At some point, Beisser must have confronted the difficult truth that fighting against reality was exhausting him without changing anything. It was only through accepting what he had become—fully inhabiting his new reality rather than raging against it—that he could discover what remained possible.
This insight has profound implications for how we approach change in our own lives. As we might think about our new year’s resolutions—to lose weight, to exercise more, to be kinder, to worry less—we typically frame these as battles against our present selves. We will force ourselves to be different. We will overcome our weaknesses through sheer determination. Yet Beisser's theory suggests that this very framing creates the resistance that keeps us stuck. The more we deny or disown aspects of our experience in order to force a change, the more internal conflict we generate.
The alternative is not passivity or resignation. Rather, it is what in gestalt therapy is called heightening awareness of what is. By fully acknowledging and accepting our present experience—our cravings, our fears, our patterns of behaviour—we paradoxically create the ground from which genuine transformation can emerge. The smoker who fully inhabits and investigates her desire to smoke, rather than fighting against it, may discover something about that desire that shifts her relationship to it. The anxious person who brings curious attention to his anxiety, rather than trying to suppress it, may find it naturally loosens its grip.
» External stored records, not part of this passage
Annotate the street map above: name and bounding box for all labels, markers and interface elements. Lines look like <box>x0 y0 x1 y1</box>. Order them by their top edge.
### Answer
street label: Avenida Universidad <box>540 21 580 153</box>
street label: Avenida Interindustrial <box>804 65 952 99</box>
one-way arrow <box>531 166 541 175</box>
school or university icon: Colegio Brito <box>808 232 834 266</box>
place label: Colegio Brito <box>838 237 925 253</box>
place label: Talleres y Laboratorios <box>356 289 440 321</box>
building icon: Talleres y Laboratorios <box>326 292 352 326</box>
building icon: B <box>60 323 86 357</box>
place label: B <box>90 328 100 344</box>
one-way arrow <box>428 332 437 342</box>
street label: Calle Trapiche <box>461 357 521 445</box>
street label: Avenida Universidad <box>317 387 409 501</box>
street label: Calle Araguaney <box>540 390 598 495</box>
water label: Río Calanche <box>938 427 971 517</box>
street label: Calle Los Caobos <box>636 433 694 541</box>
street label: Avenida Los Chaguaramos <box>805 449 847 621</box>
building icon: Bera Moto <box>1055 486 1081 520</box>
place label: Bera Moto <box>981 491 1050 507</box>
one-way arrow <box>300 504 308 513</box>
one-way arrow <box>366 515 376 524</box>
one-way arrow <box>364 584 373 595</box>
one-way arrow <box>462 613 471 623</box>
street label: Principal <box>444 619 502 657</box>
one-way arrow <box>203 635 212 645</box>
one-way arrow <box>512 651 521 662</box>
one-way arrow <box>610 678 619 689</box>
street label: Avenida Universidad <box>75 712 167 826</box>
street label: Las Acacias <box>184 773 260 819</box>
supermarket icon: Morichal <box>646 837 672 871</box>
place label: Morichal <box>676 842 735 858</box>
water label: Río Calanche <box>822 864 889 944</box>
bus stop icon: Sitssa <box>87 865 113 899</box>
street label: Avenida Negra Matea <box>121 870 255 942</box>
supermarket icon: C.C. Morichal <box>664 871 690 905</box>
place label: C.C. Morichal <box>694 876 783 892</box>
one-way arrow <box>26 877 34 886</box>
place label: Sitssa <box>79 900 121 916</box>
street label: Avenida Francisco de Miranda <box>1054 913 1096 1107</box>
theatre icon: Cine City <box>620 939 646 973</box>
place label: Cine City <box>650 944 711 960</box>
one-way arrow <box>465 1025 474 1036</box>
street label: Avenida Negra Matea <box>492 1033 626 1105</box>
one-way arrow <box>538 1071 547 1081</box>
It should be noted that some contemporary writers have questioned the universal applicability of this theory, particularly in work with trauma where the nervous system may be so dysregulated that the capacity for self-regulation is compromised. In such cases, preparatory work may be needed to establish the ground from which the paradoxical theory can later emerge. Yet even this affirms the insight that we cannot bypass where we actually are in order to arrive somewhere else.
As we stand at the threshold of another year, contemplating the people we wish to become, Beisser's theory offers a different way of thinking. Perhaps the most profound change available to us comes not through fighting against ourselves but through the courage to fully become who we already are. In Beisser's own words, the contrast between winner and loser, success and failure, is in our minds much more than in our circumstances. Nothing can keep us from love, meaningful work, or growth—except, perhaps, our refusal to accept where we are starting from. Thus change, paradoxically, begins with acceptance.